__TASK OBJECTIVE__
In the records below, find the line containing "Serialize what can"; give it again exactly, along with every line that follows, and nothing else.

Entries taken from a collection
++++

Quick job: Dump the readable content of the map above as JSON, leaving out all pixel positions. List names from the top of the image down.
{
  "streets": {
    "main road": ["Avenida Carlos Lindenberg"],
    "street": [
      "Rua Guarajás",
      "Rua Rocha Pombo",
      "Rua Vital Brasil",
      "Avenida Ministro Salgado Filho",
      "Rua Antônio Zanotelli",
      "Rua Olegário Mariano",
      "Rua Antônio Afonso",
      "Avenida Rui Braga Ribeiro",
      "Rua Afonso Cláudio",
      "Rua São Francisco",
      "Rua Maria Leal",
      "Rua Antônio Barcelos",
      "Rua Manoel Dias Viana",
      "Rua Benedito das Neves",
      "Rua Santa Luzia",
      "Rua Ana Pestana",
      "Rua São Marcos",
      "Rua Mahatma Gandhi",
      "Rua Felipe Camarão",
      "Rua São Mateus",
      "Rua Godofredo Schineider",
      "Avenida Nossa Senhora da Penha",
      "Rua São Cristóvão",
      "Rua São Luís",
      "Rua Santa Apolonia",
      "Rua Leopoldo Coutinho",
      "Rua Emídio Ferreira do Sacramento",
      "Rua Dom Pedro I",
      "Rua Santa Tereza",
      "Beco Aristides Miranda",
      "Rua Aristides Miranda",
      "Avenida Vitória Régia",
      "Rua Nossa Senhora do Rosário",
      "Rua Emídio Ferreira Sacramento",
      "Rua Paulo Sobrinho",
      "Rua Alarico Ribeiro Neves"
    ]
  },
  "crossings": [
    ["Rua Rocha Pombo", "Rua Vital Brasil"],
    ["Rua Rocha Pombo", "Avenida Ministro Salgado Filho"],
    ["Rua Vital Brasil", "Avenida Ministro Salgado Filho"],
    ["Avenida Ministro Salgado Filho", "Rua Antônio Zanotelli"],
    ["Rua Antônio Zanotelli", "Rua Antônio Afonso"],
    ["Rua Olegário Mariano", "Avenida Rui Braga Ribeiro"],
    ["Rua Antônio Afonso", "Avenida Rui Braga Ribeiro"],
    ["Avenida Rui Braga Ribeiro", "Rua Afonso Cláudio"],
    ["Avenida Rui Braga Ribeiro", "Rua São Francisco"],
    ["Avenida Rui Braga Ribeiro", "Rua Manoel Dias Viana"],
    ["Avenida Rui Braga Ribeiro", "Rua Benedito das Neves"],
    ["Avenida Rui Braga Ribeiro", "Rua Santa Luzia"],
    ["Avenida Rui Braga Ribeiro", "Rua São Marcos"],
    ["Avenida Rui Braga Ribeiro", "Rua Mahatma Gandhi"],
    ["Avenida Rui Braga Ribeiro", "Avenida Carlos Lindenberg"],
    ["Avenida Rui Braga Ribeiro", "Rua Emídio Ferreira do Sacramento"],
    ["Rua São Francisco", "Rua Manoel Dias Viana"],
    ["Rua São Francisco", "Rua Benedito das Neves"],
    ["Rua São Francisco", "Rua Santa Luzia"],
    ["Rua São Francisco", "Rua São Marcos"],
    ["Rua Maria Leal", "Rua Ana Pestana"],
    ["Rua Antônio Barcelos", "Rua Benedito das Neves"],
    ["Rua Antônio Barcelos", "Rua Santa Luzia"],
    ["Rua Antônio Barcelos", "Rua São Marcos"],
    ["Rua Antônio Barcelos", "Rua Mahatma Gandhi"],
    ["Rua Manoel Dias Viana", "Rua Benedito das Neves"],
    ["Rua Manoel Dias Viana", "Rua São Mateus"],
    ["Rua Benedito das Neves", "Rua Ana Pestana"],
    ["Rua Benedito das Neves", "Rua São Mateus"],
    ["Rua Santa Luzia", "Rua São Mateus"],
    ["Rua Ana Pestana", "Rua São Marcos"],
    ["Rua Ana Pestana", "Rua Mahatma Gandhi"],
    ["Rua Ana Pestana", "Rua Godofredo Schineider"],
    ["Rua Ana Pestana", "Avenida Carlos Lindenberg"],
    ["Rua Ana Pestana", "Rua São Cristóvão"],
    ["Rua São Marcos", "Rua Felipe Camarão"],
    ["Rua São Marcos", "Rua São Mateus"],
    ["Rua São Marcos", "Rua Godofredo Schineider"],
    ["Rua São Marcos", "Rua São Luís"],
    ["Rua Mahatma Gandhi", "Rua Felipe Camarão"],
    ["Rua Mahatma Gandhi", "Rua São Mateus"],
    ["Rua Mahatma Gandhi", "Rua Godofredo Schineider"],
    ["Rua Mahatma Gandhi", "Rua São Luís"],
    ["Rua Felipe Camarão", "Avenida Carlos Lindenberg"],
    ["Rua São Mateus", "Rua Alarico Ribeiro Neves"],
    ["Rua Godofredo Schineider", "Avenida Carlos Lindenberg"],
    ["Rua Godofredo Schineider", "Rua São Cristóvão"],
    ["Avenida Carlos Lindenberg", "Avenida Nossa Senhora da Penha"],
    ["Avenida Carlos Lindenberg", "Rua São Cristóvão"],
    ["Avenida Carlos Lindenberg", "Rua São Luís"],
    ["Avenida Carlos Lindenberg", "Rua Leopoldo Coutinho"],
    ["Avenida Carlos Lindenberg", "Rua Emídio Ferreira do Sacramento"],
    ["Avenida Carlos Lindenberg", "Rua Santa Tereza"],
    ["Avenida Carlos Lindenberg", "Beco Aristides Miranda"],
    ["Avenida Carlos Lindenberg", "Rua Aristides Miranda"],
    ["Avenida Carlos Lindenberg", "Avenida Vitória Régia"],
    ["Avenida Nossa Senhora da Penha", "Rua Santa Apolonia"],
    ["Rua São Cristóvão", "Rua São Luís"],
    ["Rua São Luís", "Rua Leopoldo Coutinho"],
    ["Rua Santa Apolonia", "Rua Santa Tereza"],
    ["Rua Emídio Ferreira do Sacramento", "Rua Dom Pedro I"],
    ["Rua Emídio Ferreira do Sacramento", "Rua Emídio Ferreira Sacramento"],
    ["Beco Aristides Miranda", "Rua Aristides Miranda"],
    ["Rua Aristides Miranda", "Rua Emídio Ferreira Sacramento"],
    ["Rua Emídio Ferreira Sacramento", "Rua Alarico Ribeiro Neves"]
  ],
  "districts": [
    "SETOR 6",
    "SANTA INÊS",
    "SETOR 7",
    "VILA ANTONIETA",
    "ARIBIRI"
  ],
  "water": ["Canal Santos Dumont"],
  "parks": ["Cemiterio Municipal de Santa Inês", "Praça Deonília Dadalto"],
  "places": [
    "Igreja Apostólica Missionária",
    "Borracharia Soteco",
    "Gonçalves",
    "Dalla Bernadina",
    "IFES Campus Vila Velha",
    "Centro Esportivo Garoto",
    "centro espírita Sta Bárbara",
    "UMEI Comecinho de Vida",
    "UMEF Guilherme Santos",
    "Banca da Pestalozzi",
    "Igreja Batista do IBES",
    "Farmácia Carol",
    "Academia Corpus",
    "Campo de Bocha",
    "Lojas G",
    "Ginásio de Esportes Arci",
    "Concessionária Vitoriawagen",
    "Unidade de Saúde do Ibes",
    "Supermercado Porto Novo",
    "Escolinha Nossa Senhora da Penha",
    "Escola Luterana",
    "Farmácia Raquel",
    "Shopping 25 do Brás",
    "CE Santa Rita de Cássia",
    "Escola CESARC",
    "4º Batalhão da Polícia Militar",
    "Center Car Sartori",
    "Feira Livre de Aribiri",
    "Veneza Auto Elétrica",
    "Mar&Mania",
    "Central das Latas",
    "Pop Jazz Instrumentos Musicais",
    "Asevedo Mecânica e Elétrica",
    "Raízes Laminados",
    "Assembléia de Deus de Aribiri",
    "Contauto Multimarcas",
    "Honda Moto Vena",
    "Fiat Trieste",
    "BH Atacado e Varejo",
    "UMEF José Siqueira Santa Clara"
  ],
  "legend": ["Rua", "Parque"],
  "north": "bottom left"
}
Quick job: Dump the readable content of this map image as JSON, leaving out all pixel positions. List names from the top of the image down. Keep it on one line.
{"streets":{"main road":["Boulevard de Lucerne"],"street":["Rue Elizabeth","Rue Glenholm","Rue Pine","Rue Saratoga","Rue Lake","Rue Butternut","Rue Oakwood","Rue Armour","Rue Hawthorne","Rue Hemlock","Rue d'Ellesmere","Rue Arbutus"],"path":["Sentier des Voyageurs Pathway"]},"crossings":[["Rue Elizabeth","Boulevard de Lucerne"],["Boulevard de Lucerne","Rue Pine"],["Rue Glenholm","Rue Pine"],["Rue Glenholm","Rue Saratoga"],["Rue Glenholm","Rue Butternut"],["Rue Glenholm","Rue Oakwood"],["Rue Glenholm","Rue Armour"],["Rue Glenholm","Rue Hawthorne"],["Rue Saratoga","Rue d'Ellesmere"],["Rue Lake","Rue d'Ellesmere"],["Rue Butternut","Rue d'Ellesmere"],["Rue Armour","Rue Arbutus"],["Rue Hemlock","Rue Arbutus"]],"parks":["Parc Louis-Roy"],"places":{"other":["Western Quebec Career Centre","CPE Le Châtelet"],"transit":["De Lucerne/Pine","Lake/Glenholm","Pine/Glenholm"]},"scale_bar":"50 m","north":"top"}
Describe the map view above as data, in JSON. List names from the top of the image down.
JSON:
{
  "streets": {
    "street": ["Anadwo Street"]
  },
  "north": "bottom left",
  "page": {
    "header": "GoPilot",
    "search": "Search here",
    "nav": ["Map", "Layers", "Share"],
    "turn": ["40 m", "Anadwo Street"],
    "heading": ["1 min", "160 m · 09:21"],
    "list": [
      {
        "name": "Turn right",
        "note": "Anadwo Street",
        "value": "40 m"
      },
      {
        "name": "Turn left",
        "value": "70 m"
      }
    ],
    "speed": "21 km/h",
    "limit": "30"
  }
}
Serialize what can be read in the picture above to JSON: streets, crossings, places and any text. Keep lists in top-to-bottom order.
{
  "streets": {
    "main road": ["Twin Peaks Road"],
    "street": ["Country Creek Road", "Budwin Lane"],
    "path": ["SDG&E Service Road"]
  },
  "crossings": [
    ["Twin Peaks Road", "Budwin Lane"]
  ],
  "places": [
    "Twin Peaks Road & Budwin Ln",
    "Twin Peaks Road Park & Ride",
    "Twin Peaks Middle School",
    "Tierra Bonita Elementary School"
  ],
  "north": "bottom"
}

++++

__ANSWER FOR THE TASK__
Serialize what can be read in the picture above to JSON: streets, crossings, places and any text. Keep lists in top-to-bottom order.
{
  "streets": {
    "main road": ["Twin Peaks Road"],
    "street": ["Country Creek Road", "Budwin Lane"],
    "path": ["SDG&E Service Road"]
  },
  "crossings": [
    ["Twin Peaks Road", "Budwin Lane"]
  ],
  "places": [
    "Twin Peaks Road & Budwin Ln",
    "Twin Peaks Road Park & Ride",
    "Twin Peaks Middle School",
    "Tierra Bonita Elementary School"
  ],
  "north": "bottom"
}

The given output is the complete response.